Exercise brief:
Start to finish, retype the entries exactly while omitting the pictures.

Content starts

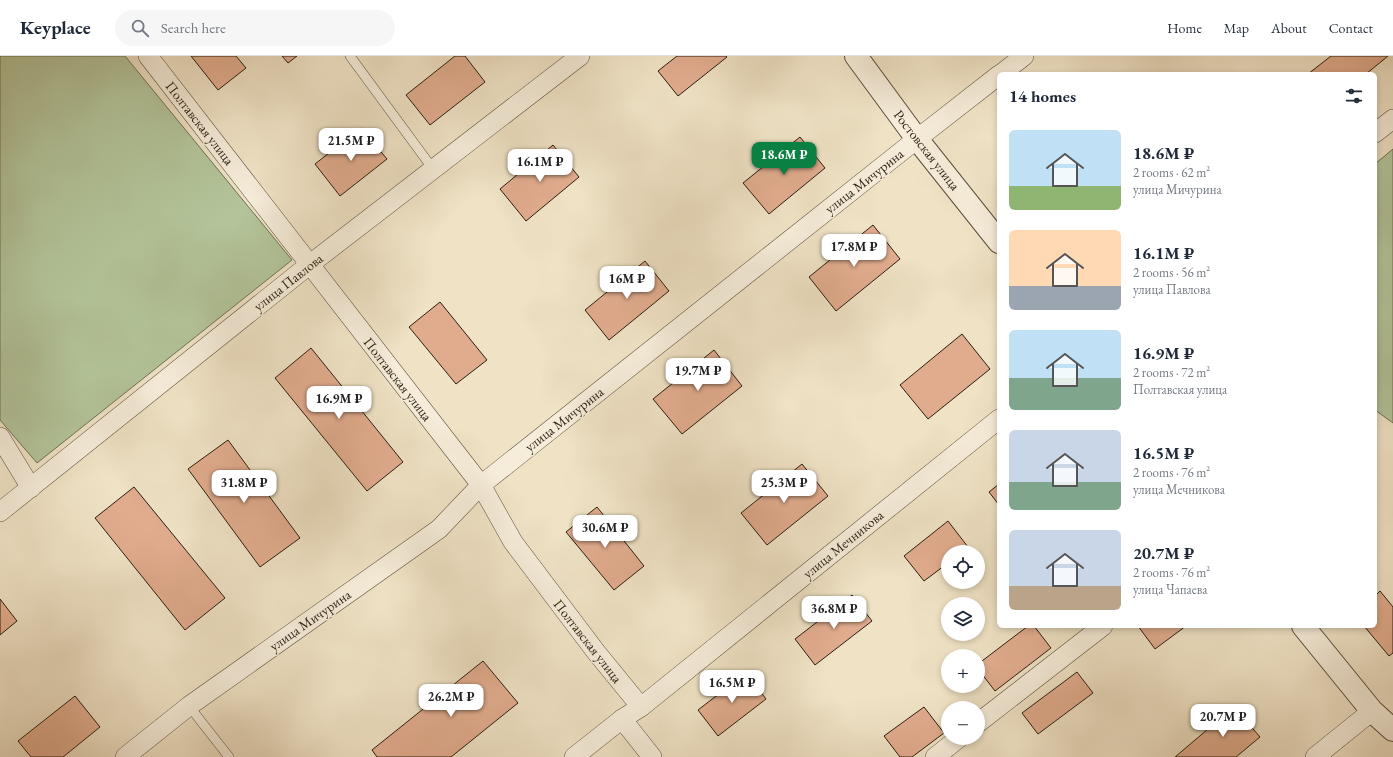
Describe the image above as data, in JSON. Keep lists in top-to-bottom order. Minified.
{"streets":{"street":["Полтавская улица","Ростовская улица","улица Мичурина","улица Павлова","улица Мечникова"]},"crossings":[["Полтавская улица","улица Мичурина"],["Полтавская улица","улица Павлова"],["Полтавская улица","улица Мечникова"],["Ростовская улица","улица Мичурина"]],"page":{"header":"Keyplace","search":"Search here","nav":["Home","Map","About","Contact"],"heading":"14 homes","list":[{"name":"18.6M ₽","note":"2 rooms · 62 m² · улица Мичурина"},{"name":"16.1M ₽","note":"2 rooms · 56 m² · улица Павлова"},{"name":"16.9M ₽","note":"2 rooms · 72 m² · Полтавская улица"},{"name":"16.5M ₽","note":"2 rooms · 76 m² · улица Мечникова"},{"name":"20.7M ₽","note":"2 rooms · 76 m² · улица Чапаева"}],"price":["21.5M ₽","18.6M ₽","16.1M ₽","17.8M ₽","16M ₽","19.7M ₽","16.9M ₽","31.8M ₽","25.3M ₽","30.6M ₽","36.8M ₽","16.5M ₽","26.2M ₽","20.7M ₽"],"map_buttons":["+","−"]}}
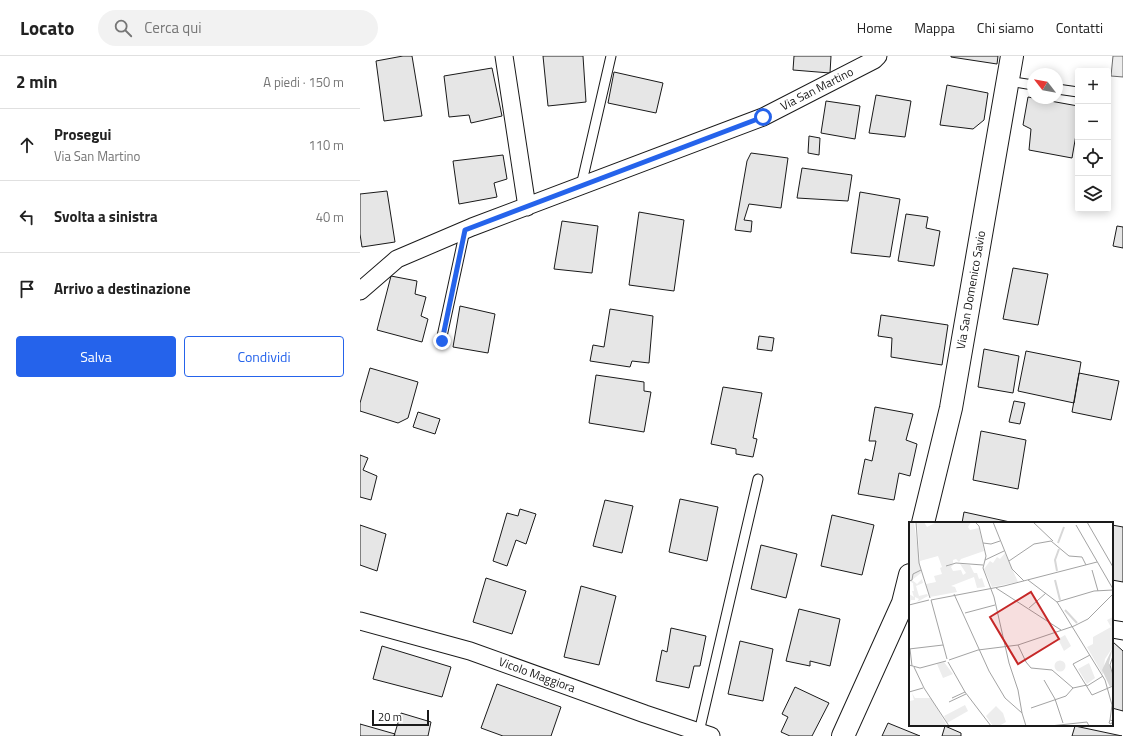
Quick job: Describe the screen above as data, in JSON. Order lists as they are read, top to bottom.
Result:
{
  "streets": {
    "street": ["Via San Martino", "Via San Domenico Savio", "Vicolo Maggiora"]
  },
  "scale_bar": "20 m",
  "north": "top left",
  "page": {
    "header": "Locato",
    "search": "Cerca qui",
    "nav": [
      "Home",
      "Mappa",
      "Chi siamo",
      "Contatti"
    ],
    "heading": ["2 min", "A piedi · 150 m"],
    "map_buttons": ["+", "−"],
    "list": [
      ["Prosegui", "Via San Martino", "110 m"],
      ["Svolta a sinistra", "40 m"],
      "Arrivo a destinazione"
    ],
    "buttons": ["Salva", "Condividi"],
    "scale": "20 m"
  }
}
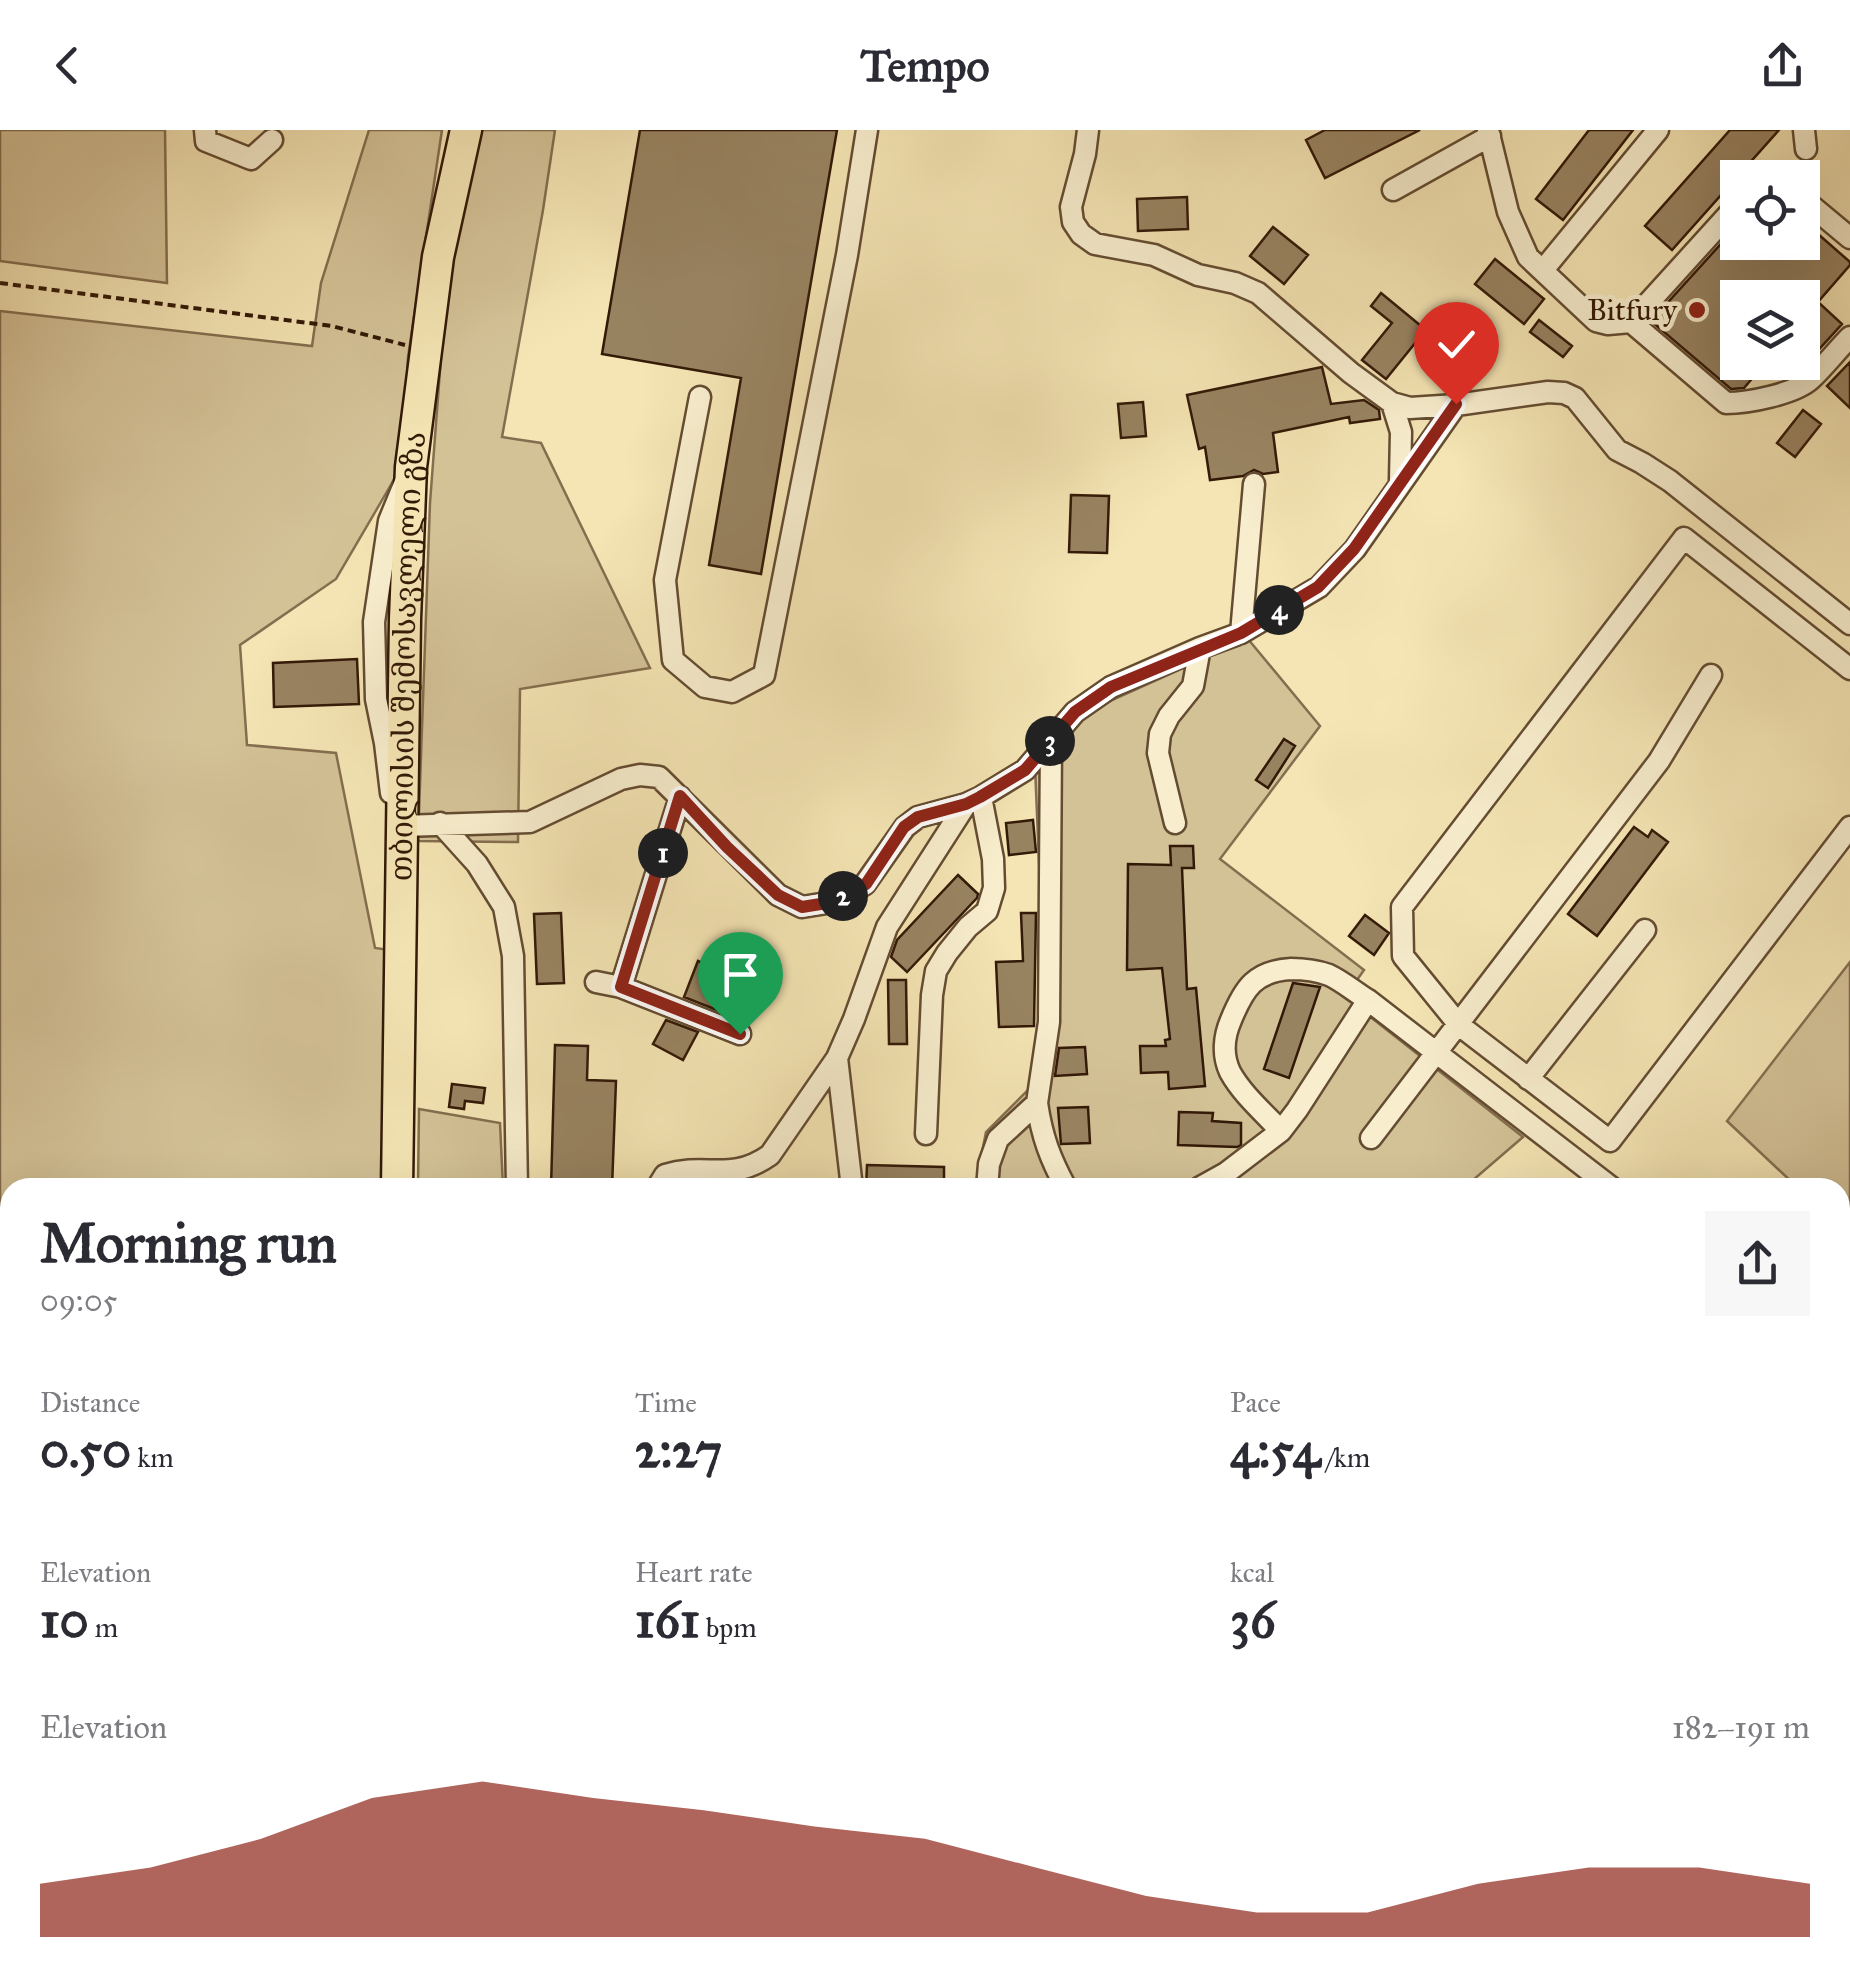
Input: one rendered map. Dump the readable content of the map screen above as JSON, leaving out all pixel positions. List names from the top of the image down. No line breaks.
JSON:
{"streets":{"highway":["თბილისის შემოსავლელი გზა"]},"places":["Bitfury"],"page":{"header":"Tempo","pins":["4","3","1","2"],"heading":["Morning run","09:05"],"stats":[["Distance","0.50 km"],["Time","2:27"],["Pace","4:54 /km"],["Elevation","10 m"],["Heart rate","161 bpm"],["kcal","36"]],"chart":["Elevation","182–191 m"]}}
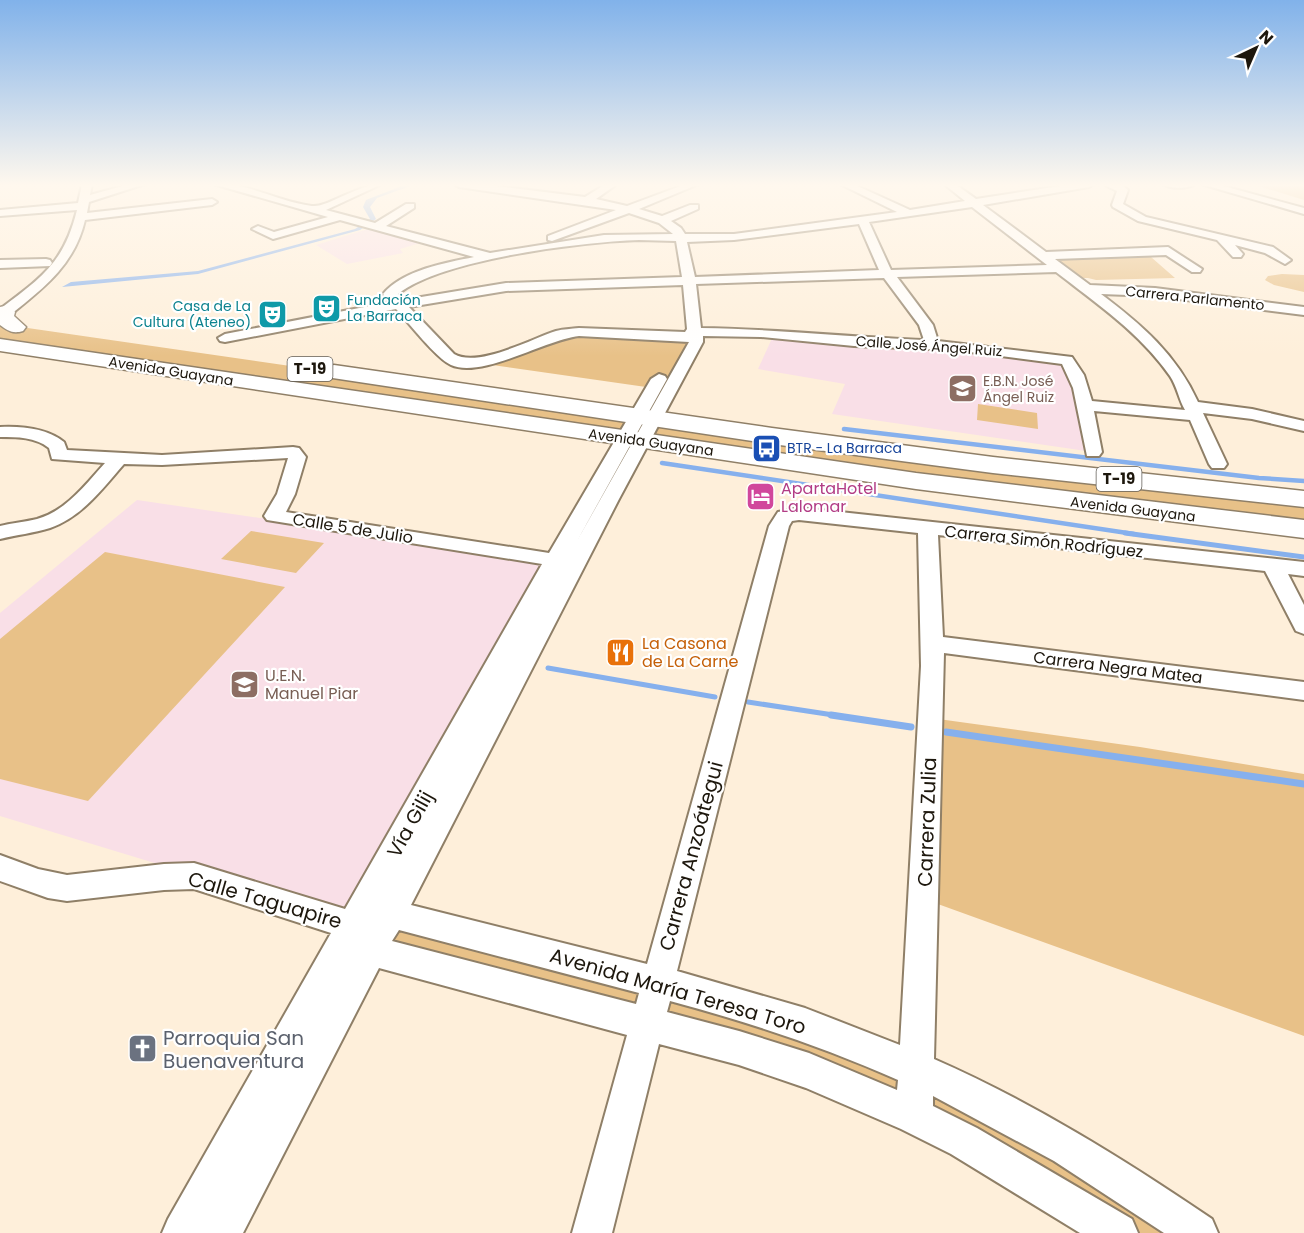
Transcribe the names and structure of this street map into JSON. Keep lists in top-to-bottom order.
{
  "streets": {
    "highway": ["T-19", "Avenida Guayana"],
    "street": [
      "Carrera Parlamento",
      "Calle José Ángel Ruiz",
      "Calle 5 de Julio",
      "Carrera Simón Rodríguez",
      "Carrera Negra Matea",
      "Carrera Zulia",
      "Vía Gilij",
      "Carrera Anzoátegui",
      "Calle Taguapire",
      "Avenida María Teresa Toro"
    ]
  },
  "crossings": [
    ["Calle José Ángel Ruiz", "Vía Gilij"],
    ["Avenida Guayana", "Vía Gilij"],
    ["Calle 5 de Julio", "Vía Gilij"],
    ["Carrera Simón Rodríguez", "Carrera Zulia"],
    ["Carrera Simón Rodríguez", "Carrera Anzoátegui"],
    ["Carrera Negra Matea", "Carrera Zulia"],
    ["Carrera Zulia", "Avenida María Teresa Toro"],
    ["Vía Gilij", "Calle Taguapire"],
    ["Vía Gilij", "Avenida María Teresa Toro"],
    ["Carrera Anzoátegui", "Avenida María Teresa Toro"],
    ["Calle Taguapire", "Avenida María Teresa Toro"]
  ],
  "places": {
    "theatre": ["Fundación La Barraca", "Casa de La Cultura (Ateneo)"],
    "school or university": ["E.B.N. José Ángel Ruiz", "U.E.N. Manuel Piar"],
    "bus stop": ["BTR - La Barraca"],
    "hotel": ["ApartaHotel Lalomar"],
    "restaurant": ["La Casona de La Carne"],
    "church": ["Parroquia San Buenaventura"]
  },
  "north": "top right"
}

Content ends

Solution to this problem:
Describe the image above as data, in JSON. Keep lists in top-to-bottom order. Minified.
{"streets":{"street":["Полтавская улица","Ростовская улица","улица Мичурина","улица Павлова","улица Мечникова"]},"crossings":[["Полтавская улица","улица Мичурина"],["Полтавская улица","улица Павлова"],["Полтавская улица","улица Мечникова"],["Ростовская улица","улица Мичурина"]],"page":{"header":"Keyplace","search":"Search here","nav":["Home","Map","About","Contact"],"heading":"14 homes","list":[{"name":"18.6M ₽","note":"2 rooms · 62 m² · улица Мичурина"},{"name":"16.1M ₽","note":"2 rooms · 56 m² · улица Павлова"},{"name":"16.9M ₽","note":"2 rooms · 72 m² · Полтавская улица"},{"name":"16.5M ₽","note":"2 rooms · 76 m² · улица Мечникова"},{"name":"20.7M ₽","note":"2 rooms · 76 m² · улица Чапаева"}],"price":["21.5M ₽","18.6M ₽","16.1M ₽","17.8M ₽","16M ₽","19.7M ₽","16.9M ₽","31.8M ₽","25.3M ₽","30.6M ₽","36.8M ₽","16.5M ₽","26.2M ₽","20.7M ₽"],"map_buttons":["+","−"]}}
Quick job: Describe the screen above as data, in JSON. Order lists as they are read, top to bottom.
Result:
{
  "streets": {
    "street": ["Via San Martino", "Via San Domenico Savio", "Vicolo Maggiora"]
  },
  "scale_bar": "20 m",
  "north": "top left",
  "page": {
    "header": "Locato",
    "search": "Cerca qui",
    "nav": [
      "Home",
      "Mappa",
      "Chi siamo",
      "Contatti"
    ],
    "heading": ["2 min", "A piedi · 150 m"],
    "map_buttons": ["+", "−"],
    "list": [
      ["Prosegui", "Via San Martino", "110 m"],
      ["Svolta a sinistra", "40 m"],
      "Arrivo a destinazione"
    ],
    "buttons": ["Salva", "Condividi"],
    "scale": "20 m"
  }
}
Input: one rendered map. Dump the readable content of the map screen above as JSON, leaving out all pixel positions. List names from the top of the image down. No line breaks.
JSON:
{"streets":{"highway":["თბილისის შემოსავლელი გზა"]},"places":["Bitfury"],"page":{"header":"Tempo","pins":["4","3","1","2"],"heading":["Morning run","09:05"],"stats":[["Distance","0.50 km"],["Time","2:27"],["Pace","4:54 /km"],["Elevation","10 m"],["Heart rate","161 bpm"],["kcal","36"]],"chart":["Elevation","182–191 m"]}}
Transcribe the names and structure of this street map into JSON. Keep lists in top-to-bottom order.
{
  "streets": {
    "highway": ["T-19", "Avenida Guayana"],
    "street": [
      "Carrera Parlamento",
      "Calle José Ángel Ruiz",
      "Calle 5 de Julio",
      "Carrera Simón Rodríguez",
      "Carrera Negra Matea",
      "Carrera Zulia",
      "Vía Gilij",
      "Carrera Anzoátegui",
      "Calle Taguapire",
      "Avenida María Teresa Toro"
    ]
  },
  "crossings": [
    ["Calle José Ángel Ruiz", "Vía Gilij"],
    ["Avenida Guayana", "Vía Gilij"],
    ["Calle 5 de Julio", "Vía Gilij"],
    ["Carrera Simón Rodríguez", "Carrera Zulia"],
    ["Carrera Simón Rodríguez", "Carrera Anzoátegui"],
    ["Carrera Negra Matea", "Carrera Zulia"],
    ["Carrera Zulia", "Avenida María Teresa Toro"],
    ["Vía Gilij", "Calle Taguapire"],
    ["Vía Gilij", "Avenida María Teresa Toro"],
    ["Carrera Anzoátegui", "Avenida María Teresa Toro"],
    ["Calle Taguapire", "Avenida María Teresa Toro"]
  ],
  "places": {
    "theatre": ["Fundación La Barraca", "Casa de La Cultura (Ateneo)"],
    "school or university": ["E.B.N. José Ángel Ruiz", "U.E.N. Manuel Piar"],
    "bus stop": ["BTR - La Barraca"],
    "hotel": ["ApartaHotel Lalomar"],
    "restaurant": ["La Casona de La Carne"],
    "church": ["Parroquia San Buenaventura"]
  },
  "north": "top right"
}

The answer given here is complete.